It's sort of like buying friends, I think.
Lizbeth as a true society lady should never have been so familiar with the servants.
I don't think it was because she was basically democratic- I think it was because she was lonely at times, and they were there.
That's pretty sad having servants and their families as her friends, when she really wanted to live much larger than that.


9. "Re: Abby Borden"
Posted by lydiapinkham on Feb-6th-04 at 11:30 PM
In response to Message #7.


I, too, think Abby was "eating to forget."  I see no warmth in those flinty eyes of Andrew's, and I imagine her attempts at ingratiating herself with the girls always went off course.  I think Emma hated her more, in the beginning, at least, because she could remember Sarah. As Lizzie's standin Mama, I think Emma trained her to detest Abby. Ever notice how, once you get off on the wrong foot with someone, you'll just keeping getting more and more hopeless at making them like you?  I imagine Abby, by 1892, having fallen into a role that even she might have detested--highly irritating and maybe giving tit for tat.
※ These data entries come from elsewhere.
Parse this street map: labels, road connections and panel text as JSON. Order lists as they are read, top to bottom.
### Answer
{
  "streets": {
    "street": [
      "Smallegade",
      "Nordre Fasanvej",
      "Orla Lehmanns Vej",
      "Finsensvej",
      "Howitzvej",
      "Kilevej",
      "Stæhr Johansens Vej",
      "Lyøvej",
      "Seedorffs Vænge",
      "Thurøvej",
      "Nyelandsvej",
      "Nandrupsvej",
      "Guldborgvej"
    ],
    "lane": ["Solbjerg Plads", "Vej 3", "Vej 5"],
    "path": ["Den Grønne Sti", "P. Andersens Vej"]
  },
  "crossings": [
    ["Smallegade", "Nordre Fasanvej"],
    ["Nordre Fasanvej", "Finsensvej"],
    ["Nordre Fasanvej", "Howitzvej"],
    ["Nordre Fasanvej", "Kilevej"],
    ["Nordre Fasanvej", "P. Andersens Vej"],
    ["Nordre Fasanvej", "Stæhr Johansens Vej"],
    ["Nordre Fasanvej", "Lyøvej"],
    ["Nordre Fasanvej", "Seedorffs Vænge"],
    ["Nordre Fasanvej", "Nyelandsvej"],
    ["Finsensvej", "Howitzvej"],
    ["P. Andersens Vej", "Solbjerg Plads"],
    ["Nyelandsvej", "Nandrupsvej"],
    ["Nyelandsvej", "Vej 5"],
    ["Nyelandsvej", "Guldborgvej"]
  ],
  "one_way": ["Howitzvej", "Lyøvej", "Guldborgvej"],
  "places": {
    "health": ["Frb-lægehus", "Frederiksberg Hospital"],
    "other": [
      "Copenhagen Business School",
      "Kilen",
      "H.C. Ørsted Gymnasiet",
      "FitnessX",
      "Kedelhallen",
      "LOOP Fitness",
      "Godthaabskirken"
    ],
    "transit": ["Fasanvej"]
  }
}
Dysfunctional families grow slowly and insidiously worse and worse with time, and EVERYONE participates one way or another-- or gets out through physical or emotional distancing.

--Lyddie


10. "Re: Abby Borden"
Posted by Doug on Feb-7th-04 at 12:17 PM
In response to Message #3.

It is tempting to try to break through the stereotypes and imagine what the characters in the Borden story were "really" like; I do this myself sometimes when pondering the case, for example, what were their personalities like at home, how did they interact with each other, how were they with their friends, and so on. But I think we also have to be careful about drawing conclusions that we don't have real evidence for. The descriptions we have of Andrew and Abby that were provided by real people (family, friends, neighbors, acquaintances, testimony) who knew them provide much less than complete pictures. What we know of the Borden murders is rooted in what happened on August 4, 1892, and we are looking back to that day. The causes of what happened that day are based on what was going on during all the days before it and for those days we have many more questions than answers.









11. "Re: Abby Borden"
Posted by Kat on Feb-7th-04 at 1:39 PM
In response to Message #3.

I was remembering that this is something Lizzie said about Wednesday morning whereas Dr. Bowen said she went upstairs when he came and he didn't see Abby while he was there.  Lizzie could be saying anything and we need to choose whether we believe this story.


12. "Re: Abby Borden"
Posted by Kat on Feb-7th-04 at 1:42 PM
In response to Message #11.

But people do have instincts about the characters and that can be pretty valid when they base it on all the information and then make that intuitive 'leap,'


13. "Re: Abby Borden"
Posted by Raymond on Feb-7th-04 at 4:04 PM
In response to Message #7.

If you weigh yourself during the day, you'll see fluctuations.
Its not the weight, its the volume!!!
Fat has more volume than muscle. Correct measurement is in air and then in water (displacement of volume). Archimedes' "eureka"?


14. "Re: Abby Borden"
Posted by Raymond on Feb-7th-04 at 4:06 PM
In response to Message #9.

I don't disagree with you, but eating must have been one of her few pleasures. Even if left over swordfish(?).


15. "Re: Abby Borden"
Posted by lydiapinkham on Feb-7th-04 at 7:59 PM
In response to Message #11.

Kat, your remark prompted me to post Dr. Bowen's account, which gives a completely more genial picture of Andrew (Rebello, p. 68) On Wednesday, ". . . I went over to see Mr. Borden.  I found him reclining on the sofa in the sitting room.  I asked him how he was, and if he thought anything poisoned him.  He laughed and said he guessed there was not very much the matter with him."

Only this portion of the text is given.